The lines wanted are those in the data below that include "with".

Start of Recorded data

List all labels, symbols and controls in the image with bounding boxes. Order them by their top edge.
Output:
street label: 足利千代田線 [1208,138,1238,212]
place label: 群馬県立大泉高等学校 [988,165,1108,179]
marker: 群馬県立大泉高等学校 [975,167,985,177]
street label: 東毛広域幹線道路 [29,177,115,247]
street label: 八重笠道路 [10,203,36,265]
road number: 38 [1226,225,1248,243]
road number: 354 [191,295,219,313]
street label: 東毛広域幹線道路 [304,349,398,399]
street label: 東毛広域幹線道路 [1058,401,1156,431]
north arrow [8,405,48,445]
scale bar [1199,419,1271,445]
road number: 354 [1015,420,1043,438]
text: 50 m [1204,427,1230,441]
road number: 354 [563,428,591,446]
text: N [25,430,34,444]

End of Recorded data
Start of Recorded data

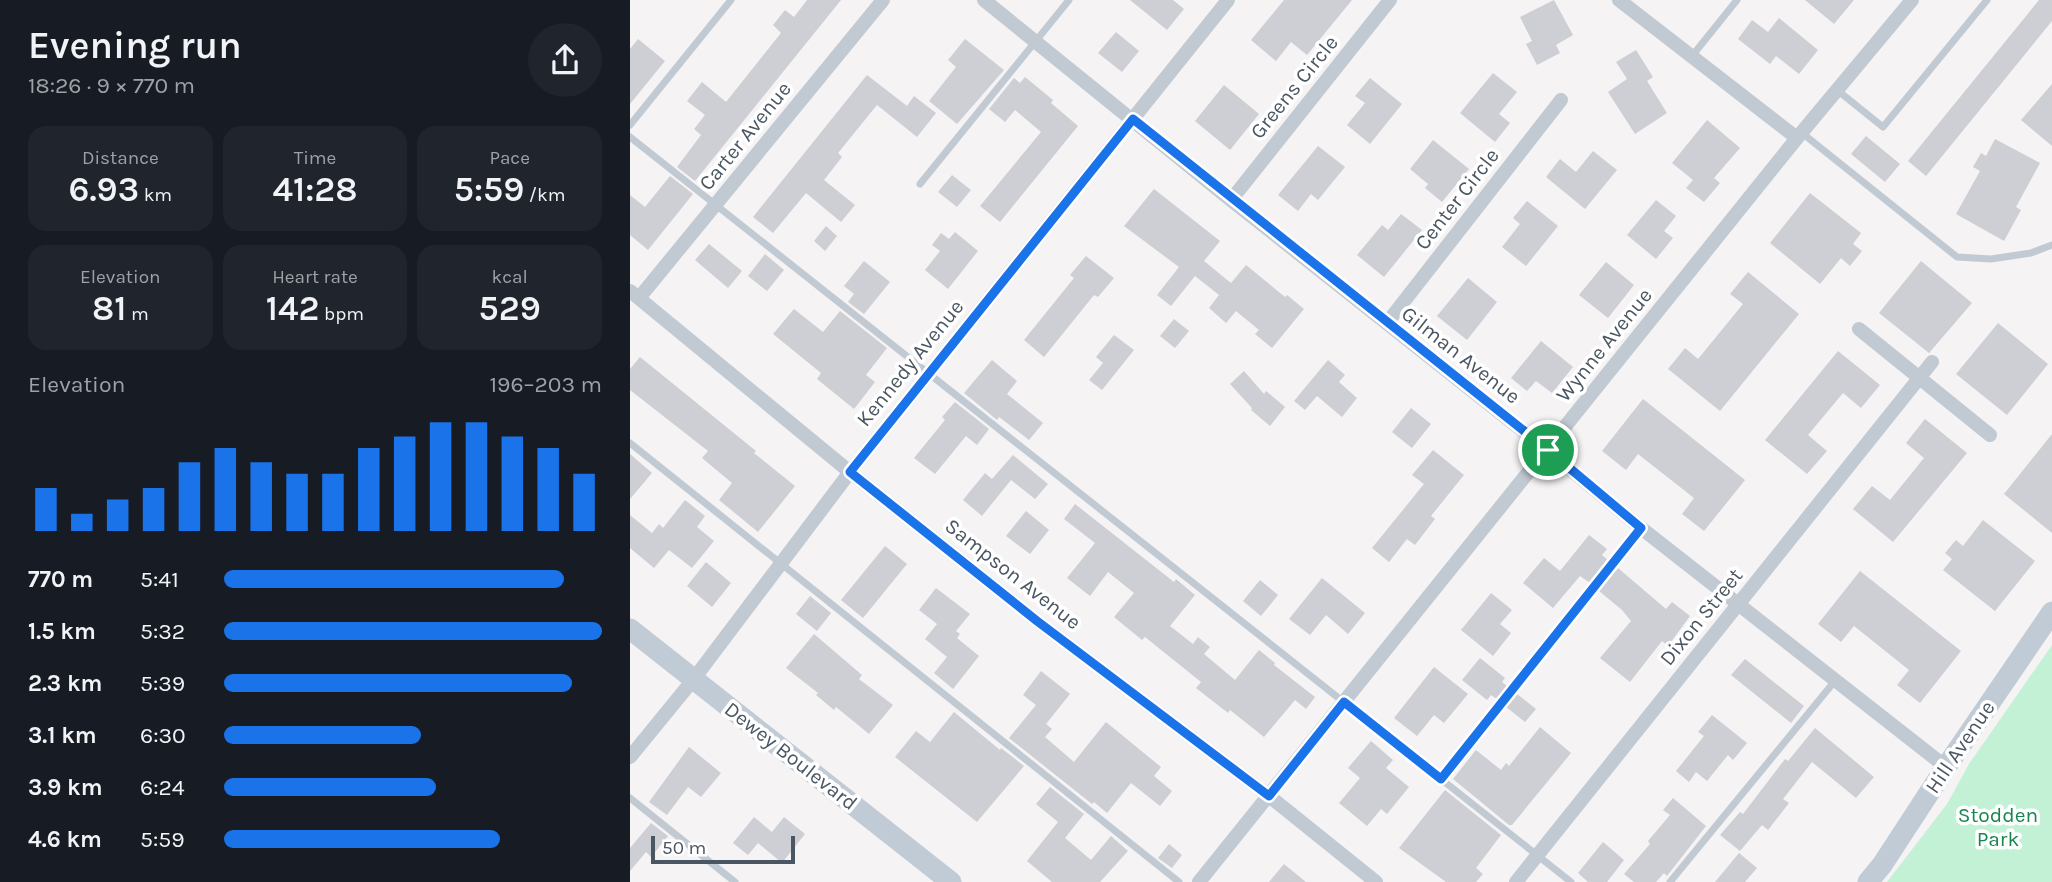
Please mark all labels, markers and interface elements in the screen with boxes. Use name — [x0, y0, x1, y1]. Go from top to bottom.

End of Recorded data

== Written reply ==
List all labels, symbols and controls in the image with bounding boxes. Order them by their top edge.
Please mark all labels, markers and interface elements in the screen with boxes. Use name — [x0, y0, x1, y1]. Go from top to bottom.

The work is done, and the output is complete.